Er wordt gezegd dat Loki ontdekte dat Freya het juweel van de dwergen had verkregen. Hij vertelde dit aan Odin. Odin verlangde toen dat Loki hem het juweel zou brengen. Loki maakte hiertegen het bezwaar dat dit niet kon worden verkregen en gaf als reden dat niemand tegen haar wil het huis van Freya kon binnengaan. Odin zei dat hij moest vertrekken en niet mocht terugkeren vóór hij het juweel had bemachtigd. Loki sloop weg en beklaagde zich luid. Hij ging naar Freya’s huis en ontdekte dat het op slot zat; hij probeerde er binnen te gaan maar dat lukte niet. Het was heel koud buiten en hij raakte al snel bevroren. Toen veranderde hij zich in een vlieg en vloog rond naar alle sloten op zoek naar een scheurtje, maar kon nergens een gat vinden dat groot genoeg was om erdoorheen te gaan. Tenslotte bij de nokbalk onder de daksparren vond hij een gat zo klein dat alleen een naald erin paste. Door dit gat ging hij naar binnen. Toen hij eenmaal binnen was, keek hij rond om te zien of er iemand wakker was maar hij constateerde dat iedereen sliep. Hij ging in het bed van Freya en ontdekte dat zij het juweel om haar nek droeg, maar dat het slot naar beneden was gedraaid. Loki veranderde zich in een vlo, ging op haar wang zitten en stak haar, waarna ze wakker werd, zich omdraaide en opnieuw in slaap viel. Loki maakte een eind aan zijn vermomming als vlo, greep het juweel, opende de deur en ging weg, en gaf het juweel aan Odin.
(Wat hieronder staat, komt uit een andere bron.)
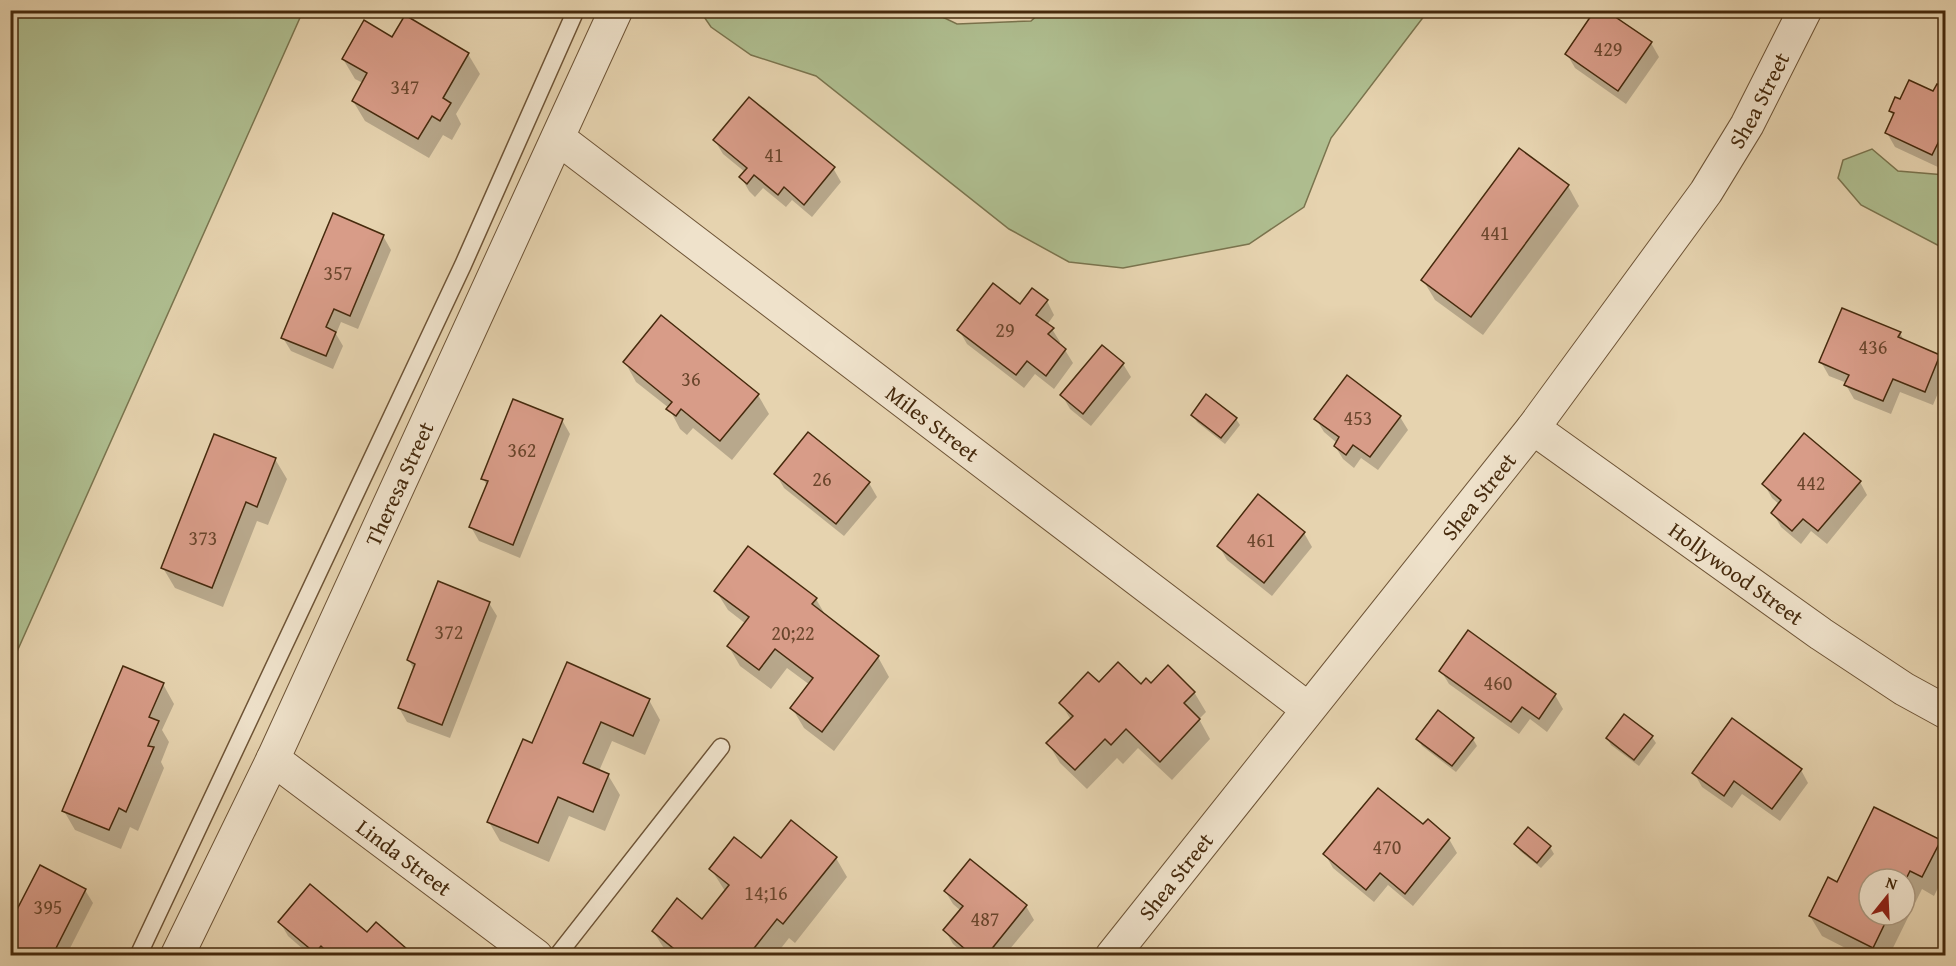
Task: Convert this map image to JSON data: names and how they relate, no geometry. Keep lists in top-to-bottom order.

Toen Freya ’s morgens wakker werd en zag dat alle deuren openstonden zonder te zijn geforceerd, en dat het kostbare juweel was verdwenen, was ze er zeker van dat ze wist wat er was gebeurd. Ze ging naar de zaal, naar koning Odin, precies zoals ze was, en vertelde hem dat hij er verkeerd aan had gedaan om het juweel bij haar weg te roven. Zij verzocht hem het terug te geven. Odin zei dat omdat zij het juweel ooit had gekregen, zij het daarom nooit meer zou krijgen; ‘tenzij’, voegde hij eraan toe, ‘je twee koningen, de grootste in de wereld, die ieder boven tien andere staan, met elkaar kunt laten strijden onder voorwaarde dat beide zullen doorvechten, levend of dood, tot een christenmens zo dapper zou zijn en zoveel geluk zou hebben dat hij het aandurft deze beide mannen aan te pakken en ze te doden. Alleen dan zal hun ongeluk ophouden, wanneer diezelfde held hen zal bevrijden van de noodzaak en moeilijkheden van hun gevaarlijke pad.’

Freya ging akkoord en kreeg haar juweel terug.

 

Noot

1. Uit Sörla Tháttr, een volksverhaal. Het IJslandse tháttr, evenals het Sanskriet sutra, betekent een draad (in een touw).